Page MenuHomePhabricator

Fulltext indexing produces invalid JSON documents in Elasticsearch
Closed, ResolvedPublic

Description

Indexing phabricator objects using "./bin/search index" creates JSON documents with trash in them.

Example:

/bin/search index --type PhabricatorUser

GET http://xxx:9200/phabricator/USER/PHID-USER-ciil6p5ve27rvlck2qsj

returns

{"_index":"phabricator","_type":"USER","_id":"PHID-USER-ciil6p5ve27rvlck2qsj","_version":1,"found":true,"_source":{"title":"smith (Sam Smith)","url":"http:\/\/xxx:8066\/p\/smith\/","dateCreated":"1390566742","_timestamp":"1437979845","field":[{"type":"titl","corpus":"smith (Sam Smith)","aux":null}],"relationship":{"open":[{"phid":"PHID-USER-ciil6p5ve27rvlck2qsj","phidType":"USER","when":1452764234}]}}local:0}

Note that "local:0" at the end of the document. The trash is random: somethimes single letters, sometimes special characters. Almost every JSON document is corrupted this way which leads to not working search via ElasticSearch.
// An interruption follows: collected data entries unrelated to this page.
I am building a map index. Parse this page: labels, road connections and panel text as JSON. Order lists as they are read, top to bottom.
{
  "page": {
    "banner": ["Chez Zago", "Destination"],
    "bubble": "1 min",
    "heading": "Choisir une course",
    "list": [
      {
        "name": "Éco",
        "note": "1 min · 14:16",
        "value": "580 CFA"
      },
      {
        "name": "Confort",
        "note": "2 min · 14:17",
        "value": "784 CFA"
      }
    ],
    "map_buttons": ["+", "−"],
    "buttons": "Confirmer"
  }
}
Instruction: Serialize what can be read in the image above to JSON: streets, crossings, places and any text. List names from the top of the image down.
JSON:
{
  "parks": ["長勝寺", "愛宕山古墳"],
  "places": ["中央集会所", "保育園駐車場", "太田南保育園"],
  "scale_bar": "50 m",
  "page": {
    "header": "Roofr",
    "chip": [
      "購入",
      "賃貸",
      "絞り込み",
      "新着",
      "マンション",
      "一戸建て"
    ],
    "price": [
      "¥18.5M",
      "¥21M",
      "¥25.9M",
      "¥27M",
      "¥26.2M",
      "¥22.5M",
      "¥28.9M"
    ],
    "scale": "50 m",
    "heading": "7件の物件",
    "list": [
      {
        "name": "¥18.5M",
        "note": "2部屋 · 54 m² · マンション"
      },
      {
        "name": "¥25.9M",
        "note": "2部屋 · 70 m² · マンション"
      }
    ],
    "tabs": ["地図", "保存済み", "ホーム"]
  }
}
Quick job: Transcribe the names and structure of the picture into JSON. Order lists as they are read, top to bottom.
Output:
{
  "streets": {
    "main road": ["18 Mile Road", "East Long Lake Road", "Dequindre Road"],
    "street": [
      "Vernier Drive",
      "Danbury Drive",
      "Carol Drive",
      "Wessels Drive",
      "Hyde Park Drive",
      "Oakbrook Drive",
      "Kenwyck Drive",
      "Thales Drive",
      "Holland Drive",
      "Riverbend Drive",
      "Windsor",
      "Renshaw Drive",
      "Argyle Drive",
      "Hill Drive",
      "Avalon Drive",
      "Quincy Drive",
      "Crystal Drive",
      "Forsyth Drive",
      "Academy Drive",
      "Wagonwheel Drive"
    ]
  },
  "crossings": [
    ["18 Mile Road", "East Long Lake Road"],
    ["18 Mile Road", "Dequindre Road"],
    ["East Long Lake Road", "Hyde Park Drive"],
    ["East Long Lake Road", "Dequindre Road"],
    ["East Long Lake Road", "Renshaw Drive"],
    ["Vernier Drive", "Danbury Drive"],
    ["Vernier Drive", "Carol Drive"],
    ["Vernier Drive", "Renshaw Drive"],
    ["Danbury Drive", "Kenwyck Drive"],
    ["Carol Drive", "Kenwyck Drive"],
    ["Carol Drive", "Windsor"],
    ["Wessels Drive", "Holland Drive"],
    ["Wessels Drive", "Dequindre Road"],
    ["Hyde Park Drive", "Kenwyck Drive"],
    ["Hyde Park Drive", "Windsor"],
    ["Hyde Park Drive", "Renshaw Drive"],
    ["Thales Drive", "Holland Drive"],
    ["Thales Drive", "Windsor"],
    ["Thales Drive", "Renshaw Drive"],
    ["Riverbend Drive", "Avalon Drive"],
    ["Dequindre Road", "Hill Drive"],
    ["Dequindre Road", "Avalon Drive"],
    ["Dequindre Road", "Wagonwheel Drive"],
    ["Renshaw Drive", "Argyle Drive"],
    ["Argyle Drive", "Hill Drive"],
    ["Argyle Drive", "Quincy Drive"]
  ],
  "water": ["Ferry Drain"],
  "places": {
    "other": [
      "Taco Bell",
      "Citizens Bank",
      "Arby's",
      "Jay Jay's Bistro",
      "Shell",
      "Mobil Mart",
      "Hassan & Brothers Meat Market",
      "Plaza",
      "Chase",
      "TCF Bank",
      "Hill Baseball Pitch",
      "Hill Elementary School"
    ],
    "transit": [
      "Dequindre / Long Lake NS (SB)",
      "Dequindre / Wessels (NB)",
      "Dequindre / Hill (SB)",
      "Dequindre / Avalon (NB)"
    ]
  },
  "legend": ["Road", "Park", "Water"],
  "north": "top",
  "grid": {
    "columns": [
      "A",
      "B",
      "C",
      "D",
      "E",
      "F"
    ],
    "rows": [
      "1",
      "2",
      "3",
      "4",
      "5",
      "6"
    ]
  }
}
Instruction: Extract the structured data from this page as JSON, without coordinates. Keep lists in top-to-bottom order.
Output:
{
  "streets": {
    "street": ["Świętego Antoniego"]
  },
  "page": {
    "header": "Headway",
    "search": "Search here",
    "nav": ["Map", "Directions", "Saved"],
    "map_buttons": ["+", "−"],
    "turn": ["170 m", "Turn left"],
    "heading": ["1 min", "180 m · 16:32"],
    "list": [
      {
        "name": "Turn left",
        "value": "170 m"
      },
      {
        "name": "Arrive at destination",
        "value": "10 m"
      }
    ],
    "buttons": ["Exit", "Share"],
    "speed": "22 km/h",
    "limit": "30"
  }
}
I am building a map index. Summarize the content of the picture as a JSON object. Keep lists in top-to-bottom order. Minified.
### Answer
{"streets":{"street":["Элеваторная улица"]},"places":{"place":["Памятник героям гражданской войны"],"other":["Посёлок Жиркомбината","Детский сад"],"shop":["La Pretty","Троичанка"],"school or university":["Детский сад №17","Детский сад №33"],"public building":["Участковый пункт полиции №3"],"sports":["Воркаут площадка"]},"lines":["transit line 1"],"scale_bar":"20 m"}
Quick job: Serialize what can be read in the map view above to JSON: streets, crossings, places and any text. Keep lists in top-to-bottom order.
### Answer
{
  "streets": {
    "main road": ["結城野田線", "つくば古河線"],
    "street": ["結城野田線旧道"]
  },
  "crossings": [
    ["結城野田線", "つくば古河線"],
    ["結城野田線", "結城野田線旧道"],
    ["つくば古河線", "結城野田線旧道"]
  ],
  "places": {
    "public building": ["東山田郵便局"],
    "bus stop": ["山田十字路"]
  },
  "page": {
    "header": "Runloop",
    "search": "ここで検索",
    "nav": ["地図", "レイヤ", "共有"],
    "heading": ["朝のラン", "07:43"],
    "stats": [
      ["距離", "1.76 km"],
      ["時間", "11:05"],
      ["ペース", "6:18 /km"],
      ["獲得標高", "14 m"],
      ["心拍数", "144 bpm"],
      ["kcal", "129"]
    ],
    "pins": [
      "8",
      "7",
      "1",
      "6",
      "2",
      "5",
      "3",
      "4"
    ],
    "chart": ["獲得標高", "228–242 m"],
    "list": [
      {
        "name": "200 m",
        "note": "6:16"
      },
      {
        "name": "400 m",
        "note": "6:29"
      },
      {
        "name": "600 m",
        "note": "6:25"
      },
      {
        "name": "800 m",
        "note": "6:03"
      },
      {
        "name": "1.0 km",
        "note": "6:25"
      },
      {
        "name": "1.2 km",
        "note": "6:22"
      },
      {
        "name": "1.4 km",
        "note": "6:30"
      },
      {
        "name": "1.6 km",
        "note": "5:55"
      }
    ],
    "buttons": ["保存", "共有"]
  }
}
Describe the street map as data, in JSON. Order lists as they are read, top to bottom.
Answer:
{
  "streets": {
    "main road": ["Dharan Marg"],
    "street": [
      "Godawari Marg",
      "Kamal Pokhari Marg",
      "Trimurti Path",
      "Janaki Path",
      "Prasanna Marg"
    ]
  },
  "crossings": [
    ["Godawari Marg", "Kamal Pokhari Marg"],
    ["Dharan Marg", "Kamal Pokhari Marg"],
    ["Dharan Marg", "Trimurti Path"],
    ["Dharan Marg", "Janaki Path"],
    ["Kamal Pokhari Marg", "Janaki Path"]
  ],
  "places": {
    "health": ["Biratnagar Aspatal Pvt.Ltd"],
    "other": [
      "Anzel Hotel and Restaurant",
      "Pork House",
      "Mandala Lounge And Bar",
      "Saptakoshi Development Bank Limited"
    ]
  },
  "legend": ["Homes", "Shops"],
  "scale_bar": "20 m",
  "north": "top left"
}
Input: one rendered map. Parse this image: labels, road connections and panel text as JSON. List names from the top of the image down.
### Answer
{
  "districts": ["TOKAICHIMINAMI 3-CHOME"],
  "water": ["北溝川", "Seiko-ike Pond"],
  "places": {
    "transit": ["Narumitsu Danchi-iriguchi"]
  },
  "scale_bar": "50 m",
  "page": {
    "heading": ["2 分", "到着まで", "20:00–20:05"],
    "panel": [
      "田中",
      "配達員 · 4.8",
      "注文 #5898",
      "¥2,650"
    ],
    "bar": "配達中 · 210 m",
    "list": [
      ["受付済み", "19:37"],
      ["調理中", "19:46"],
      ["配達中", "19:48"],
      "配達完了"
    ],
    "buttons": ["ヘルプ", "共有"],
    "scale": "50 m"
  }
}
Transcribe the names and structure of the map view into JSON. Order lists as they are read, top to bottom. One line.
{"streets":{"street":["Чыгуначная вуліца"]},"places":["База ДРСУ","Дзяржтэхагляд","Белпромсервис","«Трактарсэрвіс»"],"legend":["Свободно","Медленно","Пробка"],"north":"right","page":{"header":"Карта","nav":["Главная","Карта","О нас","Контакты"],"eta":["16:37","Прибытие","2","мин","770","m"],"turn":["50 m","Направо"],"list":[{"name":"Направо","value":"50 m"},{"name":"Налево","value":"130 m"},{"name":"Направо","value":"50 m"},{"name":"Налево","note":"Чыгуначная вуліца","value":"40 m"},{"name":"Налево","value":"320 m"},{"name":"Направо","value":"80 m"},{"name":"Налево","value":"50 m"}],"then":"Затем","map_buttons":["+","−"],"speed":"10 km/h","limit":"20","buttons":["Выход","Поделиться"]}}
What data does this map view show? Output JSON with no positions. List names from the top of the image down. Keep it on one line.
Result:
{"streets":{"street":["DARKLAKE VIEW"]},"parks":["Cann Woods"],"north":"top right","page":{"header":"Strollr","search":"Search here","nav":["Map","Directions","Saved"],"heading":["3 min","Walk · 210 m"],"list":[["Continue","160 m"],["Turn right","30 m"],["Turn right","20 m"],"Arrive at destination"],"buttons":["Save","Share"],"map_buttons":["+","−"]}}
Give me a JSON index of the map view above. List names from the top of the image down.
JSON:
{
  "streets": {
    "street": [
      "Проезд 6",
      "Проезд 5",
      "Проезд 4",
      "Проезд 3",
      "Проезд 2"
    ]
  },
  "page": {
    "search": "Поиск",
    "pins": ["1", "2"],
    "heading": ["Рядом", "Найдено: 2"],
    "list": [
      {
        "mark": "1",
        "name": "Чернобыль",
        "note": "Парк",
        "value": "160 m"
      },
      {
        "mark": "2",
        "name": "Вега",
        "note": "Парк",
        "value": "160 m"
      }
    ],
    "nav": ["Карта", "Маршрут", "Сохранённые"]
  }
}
This error seems to be quite new.

Versions:

:~/phabricator$ uname -a
Linux xxx 4.2.0-23-generic #28-Ubuntu SMP Sun Dec 27 17:47:31 UTC 2015 x86_64 x86_64 x86_64 GNU/Linux

phabricator

2e7f2b735702f84cdc9a7fb2167dda40dc47390c (Sat, Jan 9)

arcanist

6833ae5bd33e86b5dbc8ee75221f778fc458b89c (Sat, Jan 9)

phutil

f5120574826088cba45c5ed4c2c05be4cbacbc86 (Sat, Jan 9)

Thanks for your help.

Event Timeline

What version of ElasticSearch are you using?

(Also: why are you using ElasticSearch instead of the default search?)

I am using elasticsearch:1.7.4 docker image. We thought using elasticsearch has advantages over mysql fulltext, is that wrong?

See some general discussion in T9893, although this doesn't seem to be an ElasticSearch 2.0 issue.

epriestley claimed this task.

Presuming this is either resolved by T9893/D17384 or no longer relevant. Follow up on T12450 or file a new task if you're still seeing issues.